また、発表に続くレセプションでは、UICがうま味を体感していただくために、長年続けているうま味テイスティングの場を設け、代表的なうま味食品であるプチトマト、チェダーチーズ(熟成度の異なるもの2種)、生ハムを参加者全員に配り、食品がもつうま味を体感していただきました。また、うま味の機能を体感していただくために、The Culinary Institute of America講師のKyle Connaughtonシェフの協力により、野菜のみで調理した野菜ブイヨンに塩分を微量加えたものと、それにグルタミン酸ナトリウムを加えたものの二種類の野菜スープの飲み比べを実施しました。二種類のスープを手に、参加者の方々はグルタミン酸ナトリウムを適量加えることで、塩分を控えても全体の味の満足度を維持することができること、つまり、うま味を活用すれば上手に減塩できることを実感されました。また野菜からのうま味に加え、うま味物質であるグルタミン酸ナトリウムを加えることで、最初はバラバラだった野菜の味がバランスのとれた味になることも体感されました。

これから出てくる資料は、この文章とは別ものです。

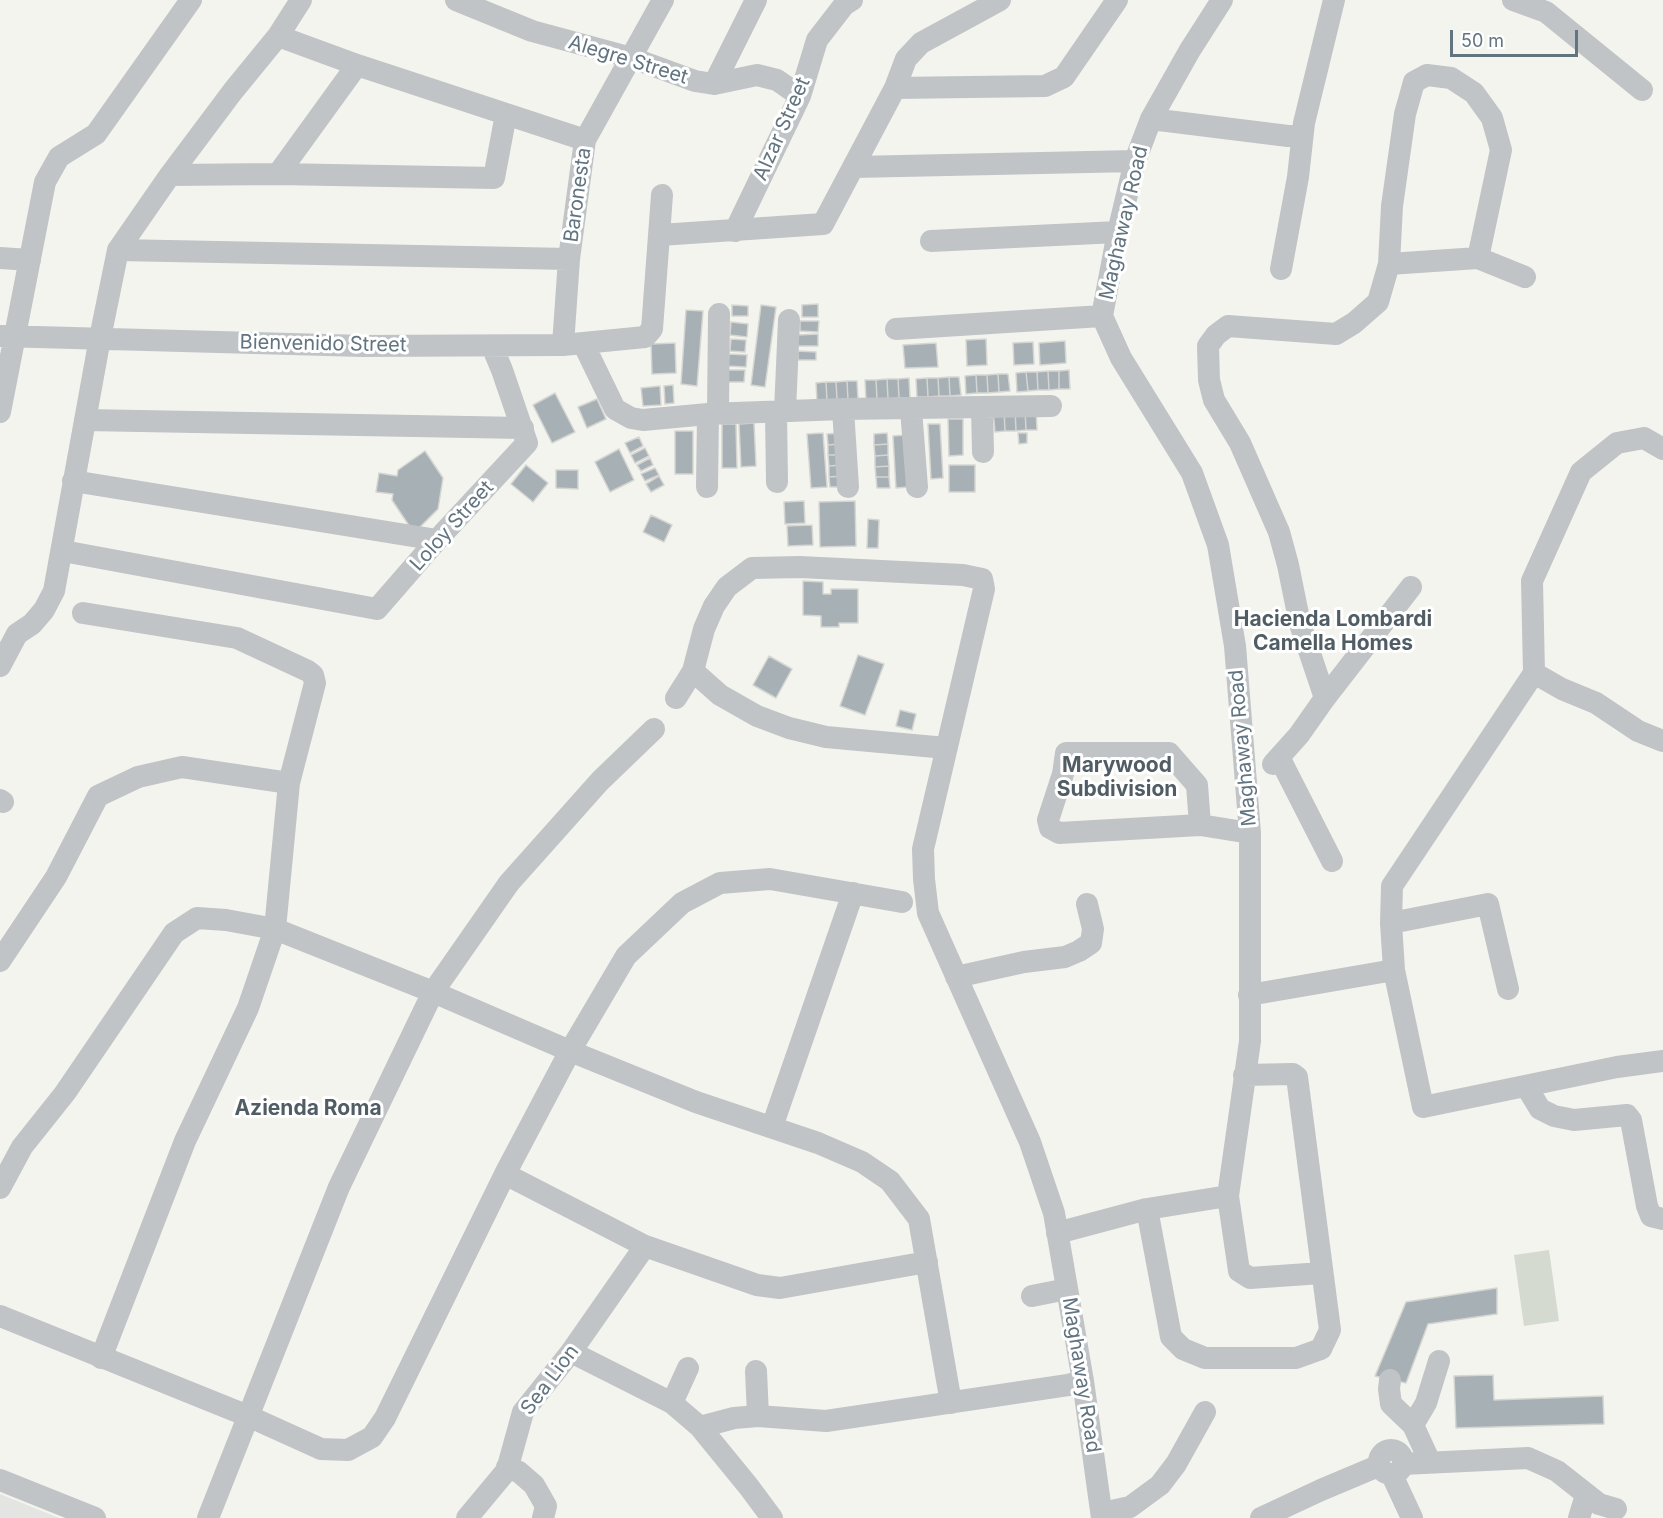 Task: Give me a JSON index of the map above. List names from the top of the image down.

このテイスティングは、シェフの協力なしには実施が難しく、Experimental Biology (実験生物学会)の歴史上、シェフがこのように重要な役割を果たしたのは今回が初めてとの評価をいただきました。
また、Kyle Connaughtonシェフと同じく、The Culinary Institute of America講師を務めるAli Bouzariシェフも本シンポジウムに参加し、うま味に関する貴重なコメントを述べていただき、参加者との意見交換はさらに活発に行われました。
うま味インフォメーションセンターは、これからも国内外の様々な場で、科学的な視点も含めたうま味の正確で最新の情報をお伝えし、うま味に対する理解を深めていただく活動を行ってまいります。